Calling herself an "obsessed moralist", Sontag was the author of 17 books and a lifelong human rights activist.
She wrote best-selling historical novel “The Volcano Lover” and in 2000 won the National Book Award for another historical novel, “In America”.
Popular essayist
Her greatest literary impact was as an essayist, however, with her 1964 study of homosexual aesthetics “Notes on Camp” establishing her as a major new writer.
The essay introduced the “so bad it’s good” attitude toward popular culture, applying it to everything from Swan Lake to feather boas.
In “Against Interpretation”, Sontag worried that critical analysis interfered with the "incantatory, magical" power of art.
"I know of no other intellectual who is so clear-minded with a capacity to link, to connect, to relate," Mexican novelist Carlos Fuentes once said.
"She is unique."
'Zealot of seriousness'
Sontag, who described herself as a "zealot of seriousness", was also a human rights activist and an outspoken opponent of US foreign policy.

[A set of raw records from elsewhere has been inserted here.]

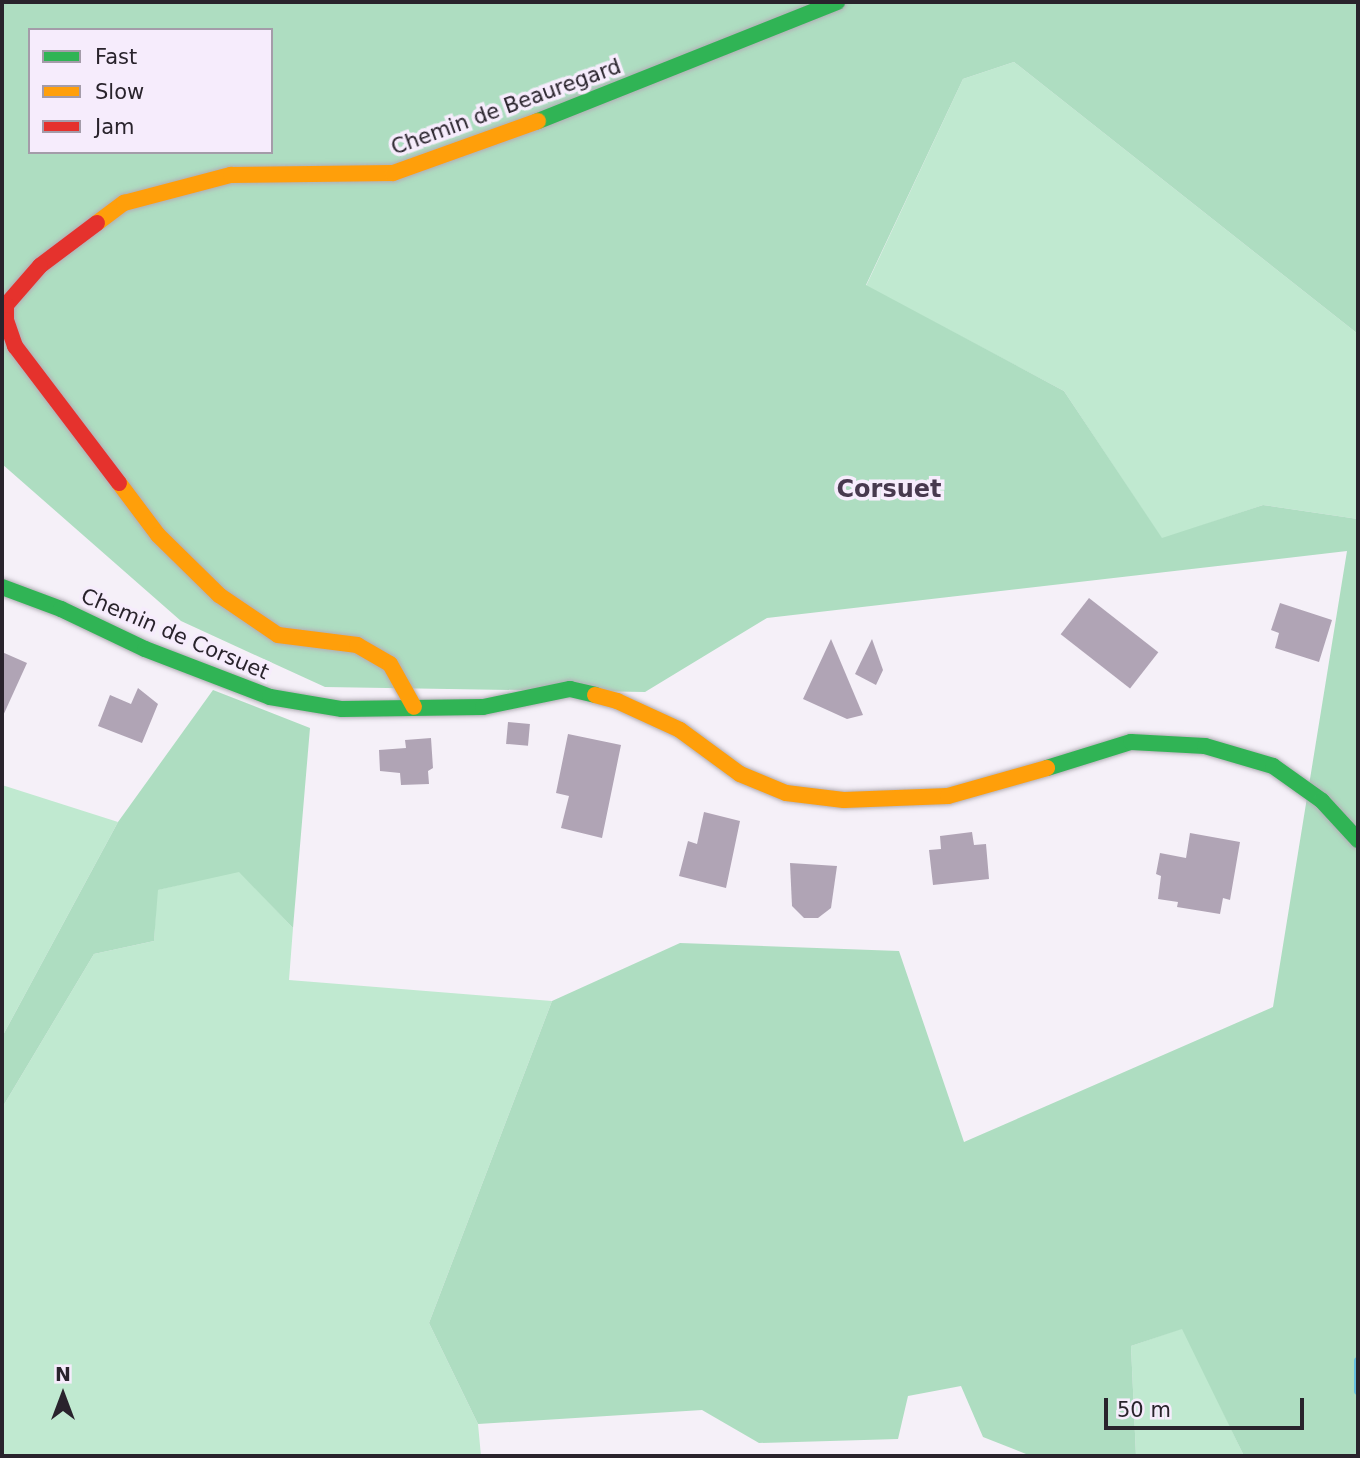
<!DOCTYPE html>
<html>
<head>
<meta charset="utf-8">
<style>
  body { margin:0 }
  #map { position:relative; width:1360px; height:1458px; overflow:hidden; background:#f5f0f8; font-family:"DejaVu Sans",sans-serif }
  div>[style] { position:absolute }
  .green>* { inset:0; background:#c0e9d0 }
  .forest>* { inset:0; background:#aeddc1 }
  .stream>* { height:8px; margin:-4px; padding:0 4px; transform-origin:4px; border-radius:4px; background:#6ac2e1 }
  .building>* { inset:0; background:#b0a4b5; transform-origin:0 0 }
  .roads { filter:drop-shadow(0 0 2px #b2adb5) drop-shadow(0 0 2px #b2adb5) }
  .fast>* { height:16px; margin:-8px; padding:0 8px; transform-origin:8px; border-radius:8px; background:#30b455 }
  .slow>* { height:16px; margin:-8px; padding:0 8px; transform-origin:8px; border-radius:8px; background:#ff9f0a }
  .jam>* { height:16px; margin:-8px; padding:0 8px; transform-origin:8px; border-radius:8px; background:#e5322d }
  span { translate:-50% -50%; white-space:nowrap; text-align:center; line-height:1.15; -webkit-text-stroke:7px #f6ecfc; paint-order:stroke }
  .street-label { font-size:21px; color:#29232c }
  .quarter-label { font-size:24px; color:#47394e; font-weight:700 }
  .frame { position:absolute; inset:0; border:4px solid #29232c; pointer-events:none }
  .legend { position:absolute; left:28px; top:28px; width:245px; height:126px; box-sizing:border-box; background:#f6ecfc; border:2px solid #a49ca9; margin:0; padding:9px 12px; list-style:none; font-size:21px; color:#29232c }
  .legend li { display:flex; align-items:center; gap:14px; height:35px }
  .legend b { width:35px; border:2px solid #a49ca9 }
  .north { position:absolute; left:28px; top:1360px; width:70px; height:70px; -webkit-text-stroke:5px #f6ecfc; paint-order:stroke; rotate:0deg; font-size:19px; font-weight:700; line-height:28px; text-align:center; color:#29232c }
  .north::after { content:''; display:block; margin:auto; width:24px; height:32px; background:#29232c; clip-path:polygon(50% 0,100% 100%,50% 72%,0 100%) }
  .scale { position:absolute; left:1104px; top:1398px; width:200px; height:32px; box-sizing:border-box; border:4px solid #29232c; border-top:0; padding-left:9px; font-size:21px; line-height:24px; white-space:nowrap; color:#29232c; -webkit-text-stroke:5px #f6ecfc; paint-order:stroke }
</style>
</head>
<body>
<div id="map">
  <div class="green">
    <i style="clip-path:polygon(1014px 62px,1358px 334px,1358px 519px,1263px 505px,1162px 539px,1064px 391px,866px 286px,963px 79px)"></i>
    <i style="clip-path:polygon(2px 785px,118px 822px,2px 1037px)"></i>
    <i style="clip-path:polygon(239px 871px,293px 928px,289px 980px,552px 1001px,429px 1323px,478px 1424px,481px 1456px,2px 1456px,2px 1108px,94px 954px,154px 941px,157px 890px)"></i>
    <i style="clip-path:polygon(1183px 1328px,1244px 1456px,1136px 1456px,1131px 1346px)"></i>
  </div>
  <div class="forest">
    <i style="clip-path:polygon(evenodd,2px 2px,1358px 2px,1358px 334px,1014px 62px,963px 79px,866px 285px,1064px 391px,1162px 538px,1263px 505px,1358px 519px,1358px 1456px,1244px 1456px,1182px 1329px,1131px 1346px,1136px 1456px,1031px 1456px,983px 1437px,961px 1386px,908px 1396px,898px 1439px,759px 1443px,702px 1410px,478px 1424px,429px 1323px,552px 1001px,680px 943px,899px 951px,964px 1142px,1273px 1007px,1347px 551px,767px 618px,645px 692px,325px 687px,181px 621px,2px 464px,2px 2px,30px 30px,271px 30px,271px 152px,30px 152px,30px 30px)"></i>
    <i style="clip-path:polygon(213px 690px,310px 728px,293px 928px,239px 872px,158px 890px,154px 941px,94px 954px,2px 1108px,2px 1037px,118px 822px)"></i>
  </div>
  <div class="stream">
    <i style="left:1358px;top:1361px;width:30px;rotate:90deg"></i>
  </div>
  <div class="building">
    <i style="left:1089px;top:598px;width:88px;height:46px;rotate:38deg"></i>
    <i style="clip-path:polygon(1280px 603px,1332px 620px,1319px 662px,1275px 648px,1279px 633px,1271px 630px)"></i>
    <i style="clip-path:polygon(831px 639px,863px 715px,847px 719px,803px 699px)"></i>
    <i style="clip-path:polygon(872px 639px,883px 670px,876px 685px,855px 674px)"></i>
    <i style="clip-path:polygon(2px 652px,27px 663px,2px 718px)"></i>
    <i style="clip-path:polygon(138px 688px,158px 704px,142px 743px,98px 726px,110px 695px,131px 704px)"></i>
    <i style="left:508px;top:722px;width:22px;height:22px;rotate:5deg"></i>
    <i style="clip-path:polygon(568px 734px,621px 745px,602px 838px,561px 828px,569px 796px,556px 793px)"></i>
    <i style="clip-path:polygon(431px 738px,433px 768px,428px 771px,429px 784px,401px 785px,400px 773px,380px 771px,379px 750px,406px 748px,405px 740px)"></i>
    <i style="clip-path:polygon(704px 812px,740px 821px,726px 888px,679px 876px,688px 841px,697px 844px)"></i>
    <i style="clip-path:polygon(972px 832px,974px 845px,986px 844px,989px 879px,933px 885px,929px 850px,941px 849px,940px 836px)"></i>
    <i style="clip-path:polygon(1190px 833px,1240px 842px,1230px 900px,1223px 898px,1220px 914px,1177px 907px,1178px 902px,1158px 899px,1161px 876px,1156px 874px,1160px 853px,1186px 858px)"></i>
    <i style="clip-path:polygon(790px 863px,837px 866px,831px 908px,818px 918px,804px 918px,792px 906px)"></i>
  </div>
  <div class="roads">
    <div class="fast">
      <i style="left:538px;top:121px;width:322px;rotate:-21.7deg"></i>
      <i style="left:2px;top:587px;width:63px;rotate:20.4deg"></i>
      <i style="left:61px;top:609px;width:93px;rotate:25.5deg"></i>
      <i style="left:145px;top:649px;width:134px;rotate:21deg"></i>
      <i style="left:270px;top:697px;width:73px;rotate:9.5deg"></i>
      <i style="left:342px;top:709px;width:141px;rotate:-0.8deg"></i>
      <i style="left:483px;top:707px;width:89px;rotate:-11.7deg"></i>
      <i style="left:570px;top:689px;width:26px;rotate:13deg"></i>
      <i style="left:1047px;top:768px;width:88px;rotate:-17.2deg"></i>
      <i style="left:1131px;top:742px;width:74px;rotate:3.1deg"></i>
      <i style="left:1205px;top:746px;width:71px;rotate:16.4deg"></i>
      <i style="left:1273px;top:766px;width:60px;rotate:35.5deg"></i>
      <i style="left:1322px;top:801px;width:53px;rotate:47.3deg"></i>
    </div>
    <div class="slow">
      <i style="left:97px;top:223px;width:34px;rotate:-37deg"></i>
      <i style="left:124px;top:203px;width:111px;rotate:-14.7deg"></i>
      <i style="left:231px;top:175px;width:162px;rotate:-0.7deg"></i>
      <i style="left:393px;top:173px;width:154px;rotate:-19.7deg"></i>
      <i style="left:119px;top:483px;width:65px;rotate:53.1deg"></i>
      <i style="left:158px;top:535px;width:86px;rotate:44.5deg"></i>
      <i style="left:219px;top:595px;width:71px;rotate:34.1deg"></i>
      <i style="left:278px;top:635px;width:80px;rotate:7.2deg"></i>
      <i style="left:357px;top:645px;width:38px;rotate:30deg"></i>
      <i style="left:390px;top:664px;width:49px;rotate:60.8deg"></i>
      <i style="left:595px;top:695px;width:23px;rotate:15deg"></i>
      <i style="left:617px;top:701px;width:69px;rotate:24.7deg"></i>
      <i style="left:680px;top:730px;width:74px;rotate:36.3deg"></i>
      <i style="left:740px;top:774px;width:50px;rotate:22.4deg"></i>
      <i style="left:786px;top:793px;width:58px;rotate:6.9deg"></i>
      <i style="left:844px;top:800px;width:104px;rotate:-2.2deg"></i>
      <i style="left:948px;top:796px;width:103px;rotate:-15.8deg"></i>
    </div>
    <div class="jam">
      <i style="left:97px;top:223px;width:71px;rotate:143deg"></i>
      <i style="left:40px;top:266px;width:52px;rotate:131.1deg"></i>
      <i style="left:6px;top:305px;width:15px;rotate:90deg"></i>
      <i style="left:6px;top:320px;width:28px;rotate:71deg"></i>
      <i style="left:15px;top:346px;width:172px;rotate:52.8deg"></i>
    </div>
  </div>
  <div class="street-label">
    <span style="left:506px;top:107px;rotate:-20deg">Chemin de Beauregard</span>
    <span style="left:175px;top:634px;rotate:23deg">Chemin de Corsuet</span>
  </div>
  <div class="quarter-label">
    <span style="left:889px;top:490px">Corsuet</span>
  </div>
  <div class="frame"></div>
  <ul class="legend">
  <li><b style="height:9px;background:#30b455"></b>Fast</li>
  <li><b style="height:9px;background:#ff9f0a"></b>Slow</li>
  <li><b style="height:9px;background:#e5322d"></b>Jam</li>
  </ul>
  <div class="north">N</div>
  <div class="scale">50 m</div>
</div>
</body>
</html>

She prompted controversy when she wrote that the September 2001 attacks on the US were not a "cowardly attack" on civilisation, but "an act undertaken as a consequence of specific American alliances and actions".
She also criticised US President George W Bush over the US-led war in Iraq.
In the 1990s Sontag travelled to the then Yugoslavia, calling for international action against the growing civil war.
She visited the besieged Bosnian capital Sarajevo in 1993, where she staged a production of the play Waiting for Godot.
Sontag had been treated for breast cancer in the 1970s.